I rarely find websites that wouldn’t benefit from a bit of housecleaning. Some are the static sites that are just the same as they were when they were launched six years ago. The companies, the products and services, and the people who deliver them may have changed, but the sites are telling the same stories they did when we thought of Corona as a beer. (At least update the copyright dates so your lack of attention isn’t so obvious.)
The other primary type is the site that has been regularly updated over time. That’s admirable, but it can create inconsistencies in how material is presented. Sometimes, updates result in contradictory information, because people forget another part of the site references the same thing. The page you’ve updated mentions your $99 service special, but another page offers the same special for $79.
It’s likely the needs of your audience have changed over time. Although it may seem boring to go through your website page by page, doing so will help you identify information that needs to be updated or deleted. It may even trigger new ideas or opportunities you’ll want to pursue. Websites can normally be updated quickly and inexpensively, so at a time when you’re watching every dollar, it’s a move with great ROI.
Don’t stop with your website. If your company has a blog, review what’s posted there and consider your strategy. Is your team making regular posts, or are you like the majority of businesses that began your blogging program eagerly, but soon forgot about the importance of regular updates? If your most recent blog post was from last July, you need to step up your game. Regular posting keeps your key audiences informed, shows them you’re paying attention to developments in your industry, and encourages search engines to rank you highly.

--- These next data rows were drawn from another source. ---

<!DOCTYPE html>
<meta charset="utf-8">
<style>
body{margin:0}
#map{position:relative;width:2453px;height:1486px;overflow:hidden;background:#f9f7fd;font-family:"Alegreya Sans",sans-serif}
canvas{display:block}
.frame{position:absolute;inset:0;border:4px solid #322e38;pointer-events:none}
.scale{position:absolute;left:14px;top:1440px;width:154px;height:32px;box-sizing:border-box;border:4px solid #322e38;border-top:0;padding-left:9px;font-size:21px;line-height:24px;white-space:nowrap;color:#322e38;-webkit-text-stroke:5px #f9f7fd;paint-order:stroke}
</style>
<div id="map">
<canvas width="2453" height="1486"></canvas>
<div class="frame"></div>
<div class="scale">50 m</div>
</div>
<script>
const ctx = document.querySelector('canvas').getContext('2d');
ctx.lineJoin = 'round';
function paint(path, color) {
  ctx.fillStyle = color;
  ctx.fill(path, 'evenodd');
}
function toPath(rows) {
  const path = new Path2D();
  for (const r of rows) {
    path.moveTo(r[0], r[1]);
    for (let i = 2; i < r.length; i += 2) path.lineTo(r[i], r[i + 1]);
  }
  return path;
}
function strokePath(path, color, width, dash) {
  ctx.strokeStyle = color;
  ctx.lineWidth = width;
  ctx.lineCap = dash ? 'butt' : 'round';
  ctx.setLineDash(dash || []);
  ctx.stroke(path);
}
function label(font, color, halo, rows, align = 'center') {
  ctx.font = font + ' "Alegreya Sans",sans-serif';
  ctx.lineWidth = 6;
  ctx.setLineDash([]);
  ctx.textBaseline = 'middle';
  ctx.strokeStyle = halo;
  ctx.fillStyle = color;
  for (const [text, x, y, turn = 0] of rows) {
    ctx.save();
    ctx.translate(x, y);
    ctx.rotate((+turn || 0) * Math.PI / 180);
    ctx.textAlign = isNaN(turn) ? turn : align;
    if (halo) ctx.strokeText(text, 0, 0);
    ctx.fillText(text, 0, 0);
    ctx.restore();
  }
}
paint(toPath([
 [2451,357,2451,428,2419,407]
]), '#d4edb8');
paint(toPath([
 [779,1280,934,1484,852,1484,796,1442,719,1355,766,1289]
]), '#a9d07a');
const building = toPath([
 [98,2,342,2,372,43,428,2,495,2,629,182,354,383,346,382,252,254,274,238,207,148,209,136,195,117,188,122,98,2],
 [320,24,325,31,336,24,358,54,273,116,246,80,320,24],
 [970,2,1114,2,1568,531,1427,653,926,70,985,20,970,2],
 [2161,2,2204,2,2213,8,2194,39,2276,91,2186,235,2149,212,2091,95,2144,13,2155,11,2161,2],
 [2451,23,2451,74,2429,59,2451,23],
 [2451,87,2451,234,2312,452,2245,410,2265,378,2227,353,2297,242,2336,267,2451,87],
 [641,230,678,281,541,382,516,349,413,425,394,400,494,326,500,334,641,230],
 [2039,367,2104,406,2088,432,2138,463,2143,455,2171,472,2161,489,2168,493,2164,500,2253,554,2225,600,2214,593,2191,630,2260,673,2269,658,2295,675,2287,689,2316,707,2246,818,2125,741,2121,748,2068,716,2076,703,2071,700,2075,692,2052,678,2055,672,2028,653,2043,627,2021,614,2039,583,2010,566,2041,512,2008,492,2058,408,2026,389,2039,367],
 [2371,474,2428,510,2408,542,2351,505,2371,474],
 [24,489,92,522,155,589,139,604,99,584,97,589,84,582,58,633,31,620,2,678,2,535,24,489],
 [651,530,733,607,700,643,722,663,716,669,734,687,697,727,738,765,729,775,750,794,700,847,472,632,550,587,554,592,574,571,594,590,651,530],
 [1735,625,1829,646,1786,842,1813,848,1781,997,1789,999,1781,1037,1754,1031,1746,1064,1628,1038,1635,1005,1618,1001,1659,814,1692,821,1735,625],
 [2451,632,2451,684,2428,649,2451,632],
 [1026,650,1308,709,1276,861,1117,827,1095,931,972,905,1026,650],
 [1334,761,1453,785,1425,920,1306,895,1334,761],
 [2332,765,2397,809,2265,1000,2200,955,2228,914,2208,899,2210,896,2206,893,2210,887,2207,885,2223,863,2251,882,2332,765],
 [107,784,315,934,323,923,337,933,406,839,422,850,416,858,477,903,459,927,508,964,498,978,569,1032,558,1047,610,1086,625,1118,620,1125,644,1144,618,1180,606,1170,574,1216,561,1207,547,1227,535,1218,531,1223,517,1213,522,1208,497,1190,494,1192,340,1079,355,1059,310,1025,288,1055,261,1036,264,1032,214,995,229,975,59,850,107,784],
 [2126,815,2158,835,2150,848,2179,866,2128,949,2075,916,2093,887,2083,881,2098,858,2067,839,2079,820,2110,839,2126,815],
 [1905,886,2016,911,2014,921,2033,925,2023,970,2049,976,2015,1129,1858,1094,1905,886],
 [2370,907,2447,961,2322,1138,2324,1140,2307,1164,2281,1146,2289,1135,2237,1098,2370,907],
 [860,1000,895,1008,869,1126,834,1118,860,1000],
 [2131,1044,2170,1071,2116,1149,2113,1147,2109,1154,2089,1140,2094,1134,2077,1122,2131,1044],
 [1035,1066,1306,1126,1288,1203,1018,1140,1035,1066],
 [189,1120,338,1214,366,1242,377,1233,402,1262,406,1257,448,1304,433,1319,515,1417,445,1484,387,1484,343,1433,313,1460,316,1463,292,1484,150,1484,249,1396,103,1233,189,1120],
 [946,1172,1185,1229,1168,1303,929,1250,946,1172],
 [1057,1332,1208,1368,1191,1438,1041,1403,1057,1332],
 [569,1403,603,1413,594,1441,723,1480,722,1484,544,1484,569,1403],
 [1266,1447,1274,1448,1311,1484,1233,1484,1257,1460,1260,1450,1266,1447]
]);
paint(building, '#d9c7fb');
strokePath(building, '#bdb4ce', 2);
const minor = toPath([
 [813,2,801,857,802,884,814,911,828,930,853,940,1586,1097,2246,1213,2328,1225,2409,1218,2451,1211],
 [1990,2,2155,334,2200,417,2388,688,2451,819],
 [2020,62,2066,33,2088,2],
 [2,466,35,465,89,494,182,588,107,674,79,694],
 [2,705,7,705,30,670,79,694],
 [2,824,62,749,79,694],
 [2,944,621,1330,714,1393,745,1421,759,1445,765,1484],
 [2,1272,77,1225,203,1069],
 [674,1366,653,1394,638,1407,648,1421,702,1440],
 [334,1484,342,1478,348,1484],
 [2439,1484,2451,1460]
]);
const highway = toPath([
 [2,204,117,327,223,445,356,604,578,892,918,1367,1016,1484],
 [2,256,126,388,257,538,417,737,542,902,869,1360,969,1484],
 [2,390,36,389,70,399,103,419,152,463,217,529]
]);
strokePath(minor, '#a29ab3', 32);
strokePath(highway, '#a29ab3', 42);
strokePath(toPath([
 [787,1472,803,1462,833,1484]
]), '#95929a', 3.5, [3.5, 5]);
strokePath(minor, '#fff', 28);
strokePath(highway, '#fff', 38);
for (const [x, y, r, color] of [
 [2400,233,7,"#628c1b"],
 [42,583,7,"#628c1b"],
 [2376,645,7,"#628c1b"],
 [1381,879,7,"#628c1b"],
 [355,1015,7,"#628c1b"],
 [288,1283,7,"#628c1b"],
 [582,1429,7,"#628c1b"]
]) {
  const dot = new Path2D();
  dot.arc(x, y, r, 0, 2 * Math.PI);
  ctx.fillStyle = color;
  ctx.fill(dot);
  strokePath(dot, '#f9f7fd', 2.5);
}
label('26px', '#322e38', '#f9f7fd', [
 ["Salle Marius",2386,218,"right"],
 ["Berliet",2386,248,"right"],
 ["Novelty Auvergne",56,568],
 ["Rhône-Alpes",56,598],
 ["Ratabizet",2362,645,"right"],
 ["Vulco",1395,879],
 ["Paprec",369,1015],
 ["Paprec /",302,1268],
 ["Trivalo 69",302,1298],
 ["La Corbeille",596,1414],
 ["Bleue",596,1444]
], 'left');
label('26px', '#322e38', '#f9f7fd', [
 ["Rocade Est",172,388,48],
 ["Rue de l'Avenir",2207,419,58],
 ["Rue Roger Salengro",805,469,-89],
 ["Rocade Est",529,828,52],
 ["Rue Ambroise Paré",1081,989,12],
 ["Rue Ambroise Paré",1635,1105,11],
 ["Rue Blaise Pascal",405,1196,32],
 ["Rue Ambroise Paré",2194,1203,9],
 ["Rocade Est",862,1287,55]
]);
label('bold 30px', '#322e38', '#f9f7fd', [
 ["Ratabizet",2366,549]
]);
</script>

If you’re using case studies to promote your expertise (and if not, why not?), review those you’ve completed. Do they reflect your current business and customer base? Do they promote services or products that have been superseded by newer ones? If they’re still in great shape, consider developing new ones to mirror your current situation.
What about your printed materials? Even in this digital age, most companies still generate stacks of brochures, fact sheets, and other printed materials. And for many of those companies, those printed pieces are gathering dust on a storage room shelf. Now is a good time to take stock of what you have. That pretty brochure may have cost you a pretty penny, but if you haven’t handed one out in two years, maybe it’s time to toss them.
As you look at other materials, you may identify a need to update current pieces. If a fact sheet details last year’s model and leaves off the improvements you rolled out in January, there’s not much use for it. The same is true for materials with outdated logos or photography. Don’t be embarrassed if you find useless items, because every company has a stack somewhere. It’s the business equivalent of those slacks in your closet — the pair you’ll never wear again but refuse to throw away “just in case.”
Taking time to tidy up will also shift your mindset. As you browse through what you’ve done in the past, you may come up with great ideas for supporting your sales and marketing efforts moving forward. Best of all, you’ll be a step ahead of everyone else!